A first-degree injury, or simple sprain, constitutes an incomplete tear or stretching of the sternoclavicular and costoclavicular ligaments. Discomfort is mild, and no instability is present. This is the most common type of SJI.
With a second-degree injury, the clavicle undergoes an anterior or posterior subluxation from its manubrial attachment, signifying a complete breach of the sternoclavicular ligament but at most, only a partial tear of the costoclavicular ligament.
With a third-degree injury, complete rupture of the sternoclavicular and costoclavicular ligaments permits the clavicle to completely dislocate from the manubrium.

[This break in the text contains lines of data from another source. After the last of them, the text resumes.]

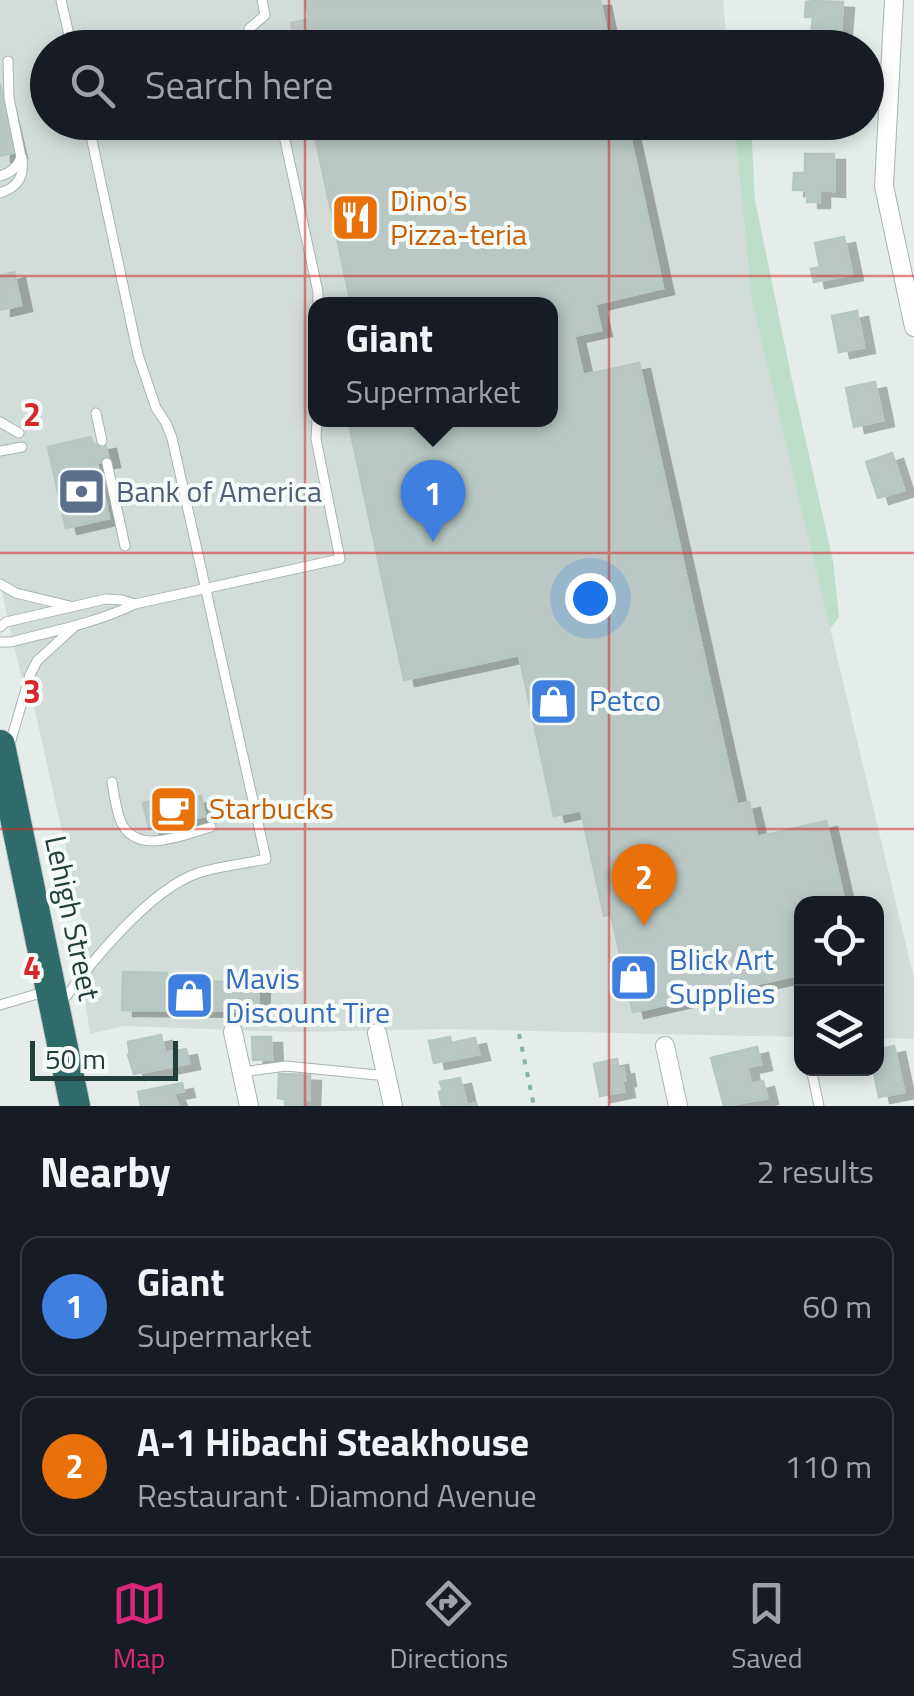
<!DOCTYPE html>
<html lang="en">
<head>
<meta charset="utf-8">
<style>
  body { margin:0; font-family:"Titillium Web",sans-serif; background:#20242c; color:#f1f3f6 }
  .controls { position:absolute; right:30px; bottom:30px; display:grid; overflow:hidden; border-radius:20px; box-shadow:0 5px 15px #0003 }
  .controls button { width:90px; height:90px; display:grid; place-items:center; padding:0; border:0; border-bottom:2px solid #363941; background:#171b24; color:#f1f3f6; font:50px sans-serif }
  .scale { position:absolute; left:30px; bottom:25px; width:148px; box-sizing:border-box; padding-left:10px; border:5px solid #233f3c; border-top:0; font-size:28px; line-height:35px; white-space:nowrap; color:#233f3c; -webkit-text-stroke:8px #f5faf8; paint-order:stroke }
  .you { position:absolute; left:590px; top:598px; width:35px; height:35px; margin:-25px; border:8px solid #fff; border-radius:50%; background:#1a73e8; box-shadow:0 0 0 15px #1a73e833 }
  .badge { display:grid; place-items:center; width:65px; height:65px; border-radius:50%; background:#db2777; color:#fff; font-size:32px; font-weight:700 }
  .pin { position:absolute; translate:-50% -82px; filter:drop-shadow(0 2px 5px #0008) }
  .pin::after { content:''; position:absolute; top:52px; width:35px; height:30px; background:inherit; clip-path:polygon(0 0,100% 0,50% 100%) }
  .popup { position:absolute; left:308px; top:297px; width:250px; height:130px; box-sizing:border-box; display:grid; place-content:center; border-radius:20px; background:#171b24; filter:drop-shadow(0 2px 8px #0005); font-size:32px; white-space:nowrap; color:#9ea1a6 }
  .popup b { font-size:38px; color:#f1f3f6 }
  .popup::after { content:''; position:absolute; left:50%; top:100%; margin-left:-20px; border:20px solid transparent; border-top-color:#171b24 }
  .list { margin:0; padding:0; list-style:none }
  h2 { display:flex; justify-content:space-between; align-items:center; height:130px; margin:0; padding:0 40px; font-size:42px }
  h2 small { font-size:32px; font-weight:400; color:#9ea1a6 }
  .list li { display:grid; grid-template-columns:65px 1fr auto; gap:30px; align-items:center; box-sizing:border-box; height:140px; margin:0 20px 20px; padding:0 20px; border:2px solid #363941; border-radius:20px }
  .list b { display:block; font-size:38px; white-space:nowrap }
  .list p { margin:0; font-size:32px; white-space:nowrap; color:#9ea1a6 }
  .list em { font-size:32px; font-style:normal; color:#9ea1a6 }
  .icon { flex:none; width:55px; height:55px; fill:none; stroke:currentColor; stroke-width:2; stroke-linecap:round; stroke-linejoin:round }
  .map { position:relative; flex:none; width:914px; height:1106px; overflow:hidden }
  .search { position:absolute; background:#171b24; box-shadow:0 5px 15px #0003; left:30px; right:30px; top:30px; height:110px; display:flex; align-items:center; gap:25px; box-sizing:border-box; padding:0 35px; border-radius:55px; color:#9ea1a6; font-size:38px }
  .sheet { height:450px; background:#171b24 }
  nav { display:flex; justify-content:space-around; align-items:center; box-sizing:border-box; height:140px; border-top:2px solid #363941; background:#171b24; font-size:28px; color:#9ea1a6 }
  nav a { display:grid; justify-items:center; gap:5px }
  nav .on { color:#db2777 }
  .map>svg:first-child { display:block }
  .built { fill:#d2ddda; fill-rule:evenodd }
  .green { fill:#bddecb }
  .building { fill:#b9c8c4; stroke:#b6c7c3; stroke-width:2.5; filter:url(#shadow) }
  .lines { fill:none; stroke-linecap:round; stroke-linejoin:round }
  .lane-casing { stroke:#a6b5b2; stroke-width:11 }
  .street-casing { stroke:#a6b5b2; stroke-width:20 }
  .highway-casing { stroke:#c1c9c8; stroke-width:32 }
  .path { stroke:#85b1a9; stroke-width:4; stroke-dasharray:5 8; stroke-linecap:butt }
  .lane { stroke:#fff; stroke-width:9 }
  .street { stroke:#fff; stroke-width:18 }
  .highway { stroke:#2f6b68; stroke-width:30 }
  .grid { fill:none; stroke:#d62828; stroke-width:2.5; stroke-opacity:0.55 }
  .labels { text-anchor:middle; stroke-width:8; stroke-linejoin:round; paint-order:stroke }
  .food-label { font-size:30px; fill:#c56008; stroke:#f5faf8; text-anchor:start }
  .service-label { font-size:30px; fill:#4e5e75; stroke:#f5faf8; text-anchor:start }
  .shop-label { font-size:30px; fill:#366cbe; stroke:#f5faf8; text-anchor:start }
  .street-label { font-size:30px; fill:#233f3c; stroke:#f5faf8 }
  .grid-label { font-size:32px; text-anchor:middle; font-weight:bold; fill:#d62828; stroke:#f5faf8; stroke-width:8; stroke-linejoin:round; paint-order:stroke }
</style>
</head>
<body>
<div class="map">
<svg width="914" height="1106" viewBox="0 0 914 1106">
  <defs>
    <filter id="shadow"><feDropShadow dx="11" dy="6" stdDeviation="0" flood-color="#0004"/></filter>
  </defs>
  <rect width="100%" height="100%" fill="#e4edea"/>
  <path class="built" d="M0,0H723L727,47L48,48V122L734,123L752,302L914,978V1039L877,1038L876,904H802L801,1037L446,1029L294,1032L124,1026L90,1034L85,1001V934L35,711L20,672L0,583ZM316,304H550V420H316Z"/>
  <path class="green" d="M734,123H751L755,200L792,380L833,561L839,617L830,629L752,302Z"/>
  <g class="building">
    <path d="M305,0H600L610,48H296L291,23L309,19Z"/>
    <path d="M815,1L843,2L840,40L811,38L813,17H805L806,2Z"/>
    <path d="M0,84L16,152L0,156Z"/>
    <path d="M312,122H627L663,288L595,304L601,330L574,336L583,375L639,363L737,805L749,802L757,837L826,821L845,904H802V974L633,1012L611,914L604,916L581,810L554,816L519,655L404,680L349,424L373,420H550V304H351Z"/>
    <path d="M805,154H834V191L819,190V202H807V190H793L794,173H805Z"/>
    <path d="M844,237L852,274L814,282L811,269L820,267L815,243Z"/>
    <path d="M14,272L21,305L0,310V276Z"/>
    <path d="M857,311L864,347L839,352L832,316Z"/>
    <path d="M875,382L883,420L854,427L846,388Z"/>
    <path d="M91,437L93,445L105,443L109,461L97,463L109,518L66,528L48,447Z"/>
    <path d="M892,453L904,490L878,498L866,462Z"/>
    <path d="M183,794L184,800L201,796L205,816L149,828L143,803Z"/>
    <path d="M123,972L167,973V981L259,982L258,1011L122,1010Z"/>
    <path d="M161,1035L165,1053L186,1049L189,1063L134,1074L128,1055H130L128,1042Z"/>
    <path d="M252,1037H271L272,1059L253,1060Z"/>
    <path d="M450,1037L451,1043L475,1038L479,1054L434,1063L429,1041Z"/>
    <path d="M894,1046L904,1092L879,1097L873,1068H876V1050Z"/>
    <path d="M757,1047L761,1064L747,1067L751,1084L763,1081L767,1098L724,1106L711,1058Z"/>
    <path d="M617,1059L619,1069L623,1068L625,1080L622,1081L624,1091L600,1096L594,1064Z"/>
    <path d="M279,1074L310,1075L309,1100L304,1099V1106H285V1099L278,1098Z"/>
    <path d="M460,1078L467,1106L476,1103L477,1106H442L439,1092L443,1091L440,1082Z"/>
    <path d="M182,1083L184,1091L173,1093L178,1105L176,1106H141L138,1092Z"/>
  </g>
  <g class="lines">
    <defs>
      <g id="lane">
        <path d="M61,0L72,48"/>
        <path d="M257,48L249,29L265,15L262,0"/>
        <path d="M281,122L318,292V304"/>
        <path d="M0,176C10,173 18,168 21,157L9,98L8,61"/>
        <path d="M0,193C19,187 24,176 22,158"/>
        <path d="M96,413L102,441"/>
        <path d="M0,422L19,433"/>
        <path d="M0,451L22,447"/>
        <path d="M107,463L125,546"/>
        <path d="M0,584L16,593L70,606"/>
        <path d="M0,627L6,622L106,599L122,600L135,604"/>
        <path d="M0,642H11C53,631 96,623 135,604L340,559L316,439L317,420"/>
        <path d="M9,747L30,675L37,661L73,628"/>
        <path d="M112,782C114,795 116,810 121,822C137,857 184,834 211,827"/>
        <path d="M0,1005L44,992"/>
        <path d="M60,1005C90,963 149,890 198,873C220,866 244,864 266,859L172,438L166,423L156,408L138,355L88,122"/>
        <path d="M811,1068L819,1106"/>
        <path d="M242,1072L286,1066L387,1076"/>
      </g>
      <g id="street">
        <path d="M894,0L884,186L914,327"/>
        <path d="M233,1032L249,1106"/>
        <path d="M377,1033L393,1106"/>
        <path d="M665,1046L678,1106"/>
      </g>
      <path id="highway" d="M0,745L75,1106"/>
    </defs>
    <use href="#lane" class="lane-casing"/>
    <use href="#street" class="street-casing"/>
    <use href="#highway" class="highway-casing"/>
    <path class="path" d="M519,1034L534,1106"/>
    <use href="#lane" class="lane"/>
    <use href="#street" class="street"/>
    <use href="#highway" class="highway"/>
  </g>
  <path class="grid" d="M305,0V48M609,0V48M305,122V1106M609,122V1106M0,276H914M0,553H914M0,829H914"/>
  <defs>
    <symbol id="restaurant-square" viewBox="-11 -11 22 22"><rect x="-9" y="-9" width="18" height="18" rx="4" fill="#e8710a" stroke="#f5faf8"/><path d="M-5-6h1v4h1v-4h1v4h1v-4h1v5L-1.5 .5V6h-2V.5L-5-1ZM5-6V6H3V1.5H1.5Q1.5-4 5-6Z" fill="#fff"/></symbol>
    <symbol id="bank-square" viewBox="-11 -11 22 22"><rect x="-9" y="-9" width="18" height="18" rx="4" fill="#5c6f8a" stroke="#f5faf8"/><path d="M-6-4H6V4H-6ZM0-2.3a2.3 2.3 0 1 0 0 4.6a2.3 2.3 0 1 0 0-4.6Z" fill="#fff"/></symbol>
    <symbol id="shop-square" viewBox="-11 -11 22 22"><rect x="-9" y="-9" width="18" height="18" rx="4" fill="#3f7fe0" stroke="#f5faf8"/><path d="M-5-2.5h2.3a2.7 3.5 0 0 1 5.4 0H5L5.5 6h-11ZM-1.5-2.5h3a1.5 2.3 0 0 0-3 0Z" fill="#fff"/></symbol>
    <symbol id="cafe-square" viewBox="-11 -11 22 22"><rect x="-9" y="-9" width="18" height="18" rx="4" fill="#e8710a" stroke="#f5faf8"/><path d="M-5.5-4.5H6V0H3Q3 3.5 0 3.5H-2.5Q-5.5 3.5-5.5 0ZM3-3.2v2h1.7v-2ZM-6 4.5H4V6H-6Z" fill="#fff"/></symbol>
  </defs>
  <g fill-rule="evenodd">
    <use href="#restaurant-square" x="328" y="190" width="55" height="55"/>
    <use href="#bank-square" x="54" y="464" width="55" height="55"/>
    <use href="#shop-square" x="526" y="674" width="55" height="55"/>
    <use href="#cafe-square" x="146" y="782" width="55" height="55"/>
    <use href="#shop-square" x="606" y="950" width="55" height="55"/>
    <use href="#shop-square" x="162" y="968" width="55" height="55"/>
  </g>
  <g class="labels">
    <g class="food-label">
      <text x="390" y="211">Dino's<tspan x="390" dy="34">Pizza-teria</tspan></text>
      <text x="209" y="819">Starbucks</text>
    </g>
    <g class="service-label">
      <text x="116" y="502">Bank of America</text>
    </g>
    <g class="shop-label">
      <text x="589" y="711">Petco</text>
      <text x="669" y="970">Blick Art<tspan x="669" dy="34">Supplies</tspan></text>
      <text x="225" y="989">Mavis<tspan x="225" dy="34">Discount Tire</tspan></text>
    </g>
    <g class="street-label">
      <text transform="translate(72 918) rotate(78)" y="10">Lehigh Street</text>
    </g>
  </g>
  <g class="grid-label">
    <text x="32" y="426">2</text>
    <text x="32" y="703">3</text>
    <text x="32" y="979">4</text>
  </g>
</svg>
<div class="controls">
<button><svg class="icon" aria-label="locate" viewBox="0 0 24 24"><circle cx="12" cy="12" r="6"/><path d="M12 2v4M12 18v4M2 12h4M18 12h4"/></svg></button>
<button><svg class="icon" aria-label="layers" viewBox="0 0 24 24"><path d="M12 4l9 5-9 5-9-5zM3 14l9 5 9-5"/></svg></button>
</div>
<div class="scale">50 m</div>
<div class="you"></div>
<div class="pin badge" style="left:433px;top:542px;background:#3f7fe0">1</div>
<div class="popup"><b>Giant</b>Supermarket</div>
<div class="pin badge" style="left:644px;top:926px;background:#e8710a">2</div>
<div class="search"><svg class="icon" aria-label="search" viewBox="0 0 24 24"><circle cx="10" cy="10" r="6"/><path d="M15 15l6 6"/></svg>Search here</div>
</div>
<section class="sheet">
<h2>Nearby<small>2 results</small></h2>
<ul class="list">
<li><span class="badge" style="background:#3f7fe0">1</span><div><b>Giant</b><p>Supermarket</p></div><em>60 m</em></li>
<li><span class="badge" style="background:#e8710a">2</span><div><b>A-1 Hibachi Steakhouse</b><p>Restaurant · Diamond Avenue</p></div><em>110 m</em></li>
</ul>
</section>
<nav>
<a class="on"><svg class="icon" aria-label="map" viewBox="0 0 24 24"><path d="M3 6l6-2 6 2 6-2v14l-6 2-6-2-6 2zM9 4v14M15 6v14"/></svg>Map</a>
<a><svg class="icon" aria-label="directions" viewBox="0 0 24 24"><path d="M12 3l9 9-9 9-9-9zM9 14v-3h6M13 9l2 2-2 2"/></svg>Directions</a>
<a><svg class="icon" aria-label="saved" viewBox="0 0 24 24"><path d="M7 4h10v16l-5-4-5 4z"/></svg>Saved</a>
</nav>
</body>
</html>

A significant direct or indirect force to the shoulder region can cause a traumatic dislocation of the SCJ.  Anterior dislocations of the SCJ are much more common (by a 20:1 ratio), usually resulting from an indirect mechanism such as a blow to the anterior shoulder that rotates the shoulder backward and transmits the stress to the joint  . Traumatic contact driving the shoulder forward can cause posterior dislocations of the SCJ, as can direct impact to the superior sternal or medial clavicular surfaces.
The ligaments and capsule of the SCJ contribute enough stability to make this one of the least dislocated joints in the body. Sternoclavicular dislocations are uncommon, accounting for only 3% of a series of 1603 shoulder girdle injuries. Posterior dislocations are considerably less common than anterior dislocations. Only 1 patient in the cited series of 1603 shoulder girdle injuries had a posterior dislocation. However, the proportion of reported mediastinal complications seems to have risen. This may be due to either reporting bias or due to detection bias with the increased use of CT scanning and its increased sensitivity.
Mortality and significant morbidity occur infrequently with anterior dislocations of the SCJ. [4, 5, 6, 7] Problems are usually related to issues of physical appearance as well as pain and functional limitations for persons with an active lifestyle.
However, a posterior SCJ dislocation has the potential for severe and even life-threatening complications. Case reports of such complications have included the following:
Lung injury (eg, hemothroax, pneumothorax)
Vascular injury, such as compression, laceration, fistula formation, thrombosis, and pseudoaneurysm formation of the adjacent blood vessels (including the aorta, superior vena cava, subclavian artery or vein, brachiocephalic artery or vein, mammary artery, and jugular vein)
Nerve injury (including cerebrovascular accident, phrenic nerve and brachial plexus injury)
Overall incidence of sternoclavicular joint injury is higher in males than in females, probably because of the activities (eg, motor vehicle crash, contact sports) associated with the injury. However, recurrent atraumatic anterior subluxation of the SCJ (usually associated with overall joint laxity) though rare, occurs more frequently in young girls.
Incidence is increased in young adult males, since this population is engaged more often in activities associated with SJI, such as motor vehicle crashes and contact sports.
In patients younger than age 25, a true sternoclavicular separation may not occur. A physeal disruption causing clavicular displacement may present with similar signs and symptoms  .
Most patients have adequate upper extremity function following sternoclavicular joint injuries. The prognosis depends on such factors as extent and type of joint damage, activity level, and concomitant medical illness of the patient.
Patients with sprains should initially restrict activity involving the affected extremity.
Patients should restrict activity and follow up as instructed.
Patients with posterior dislocations who are discharged home should return for medical care if they exhibit symptoms of mediastinal injury.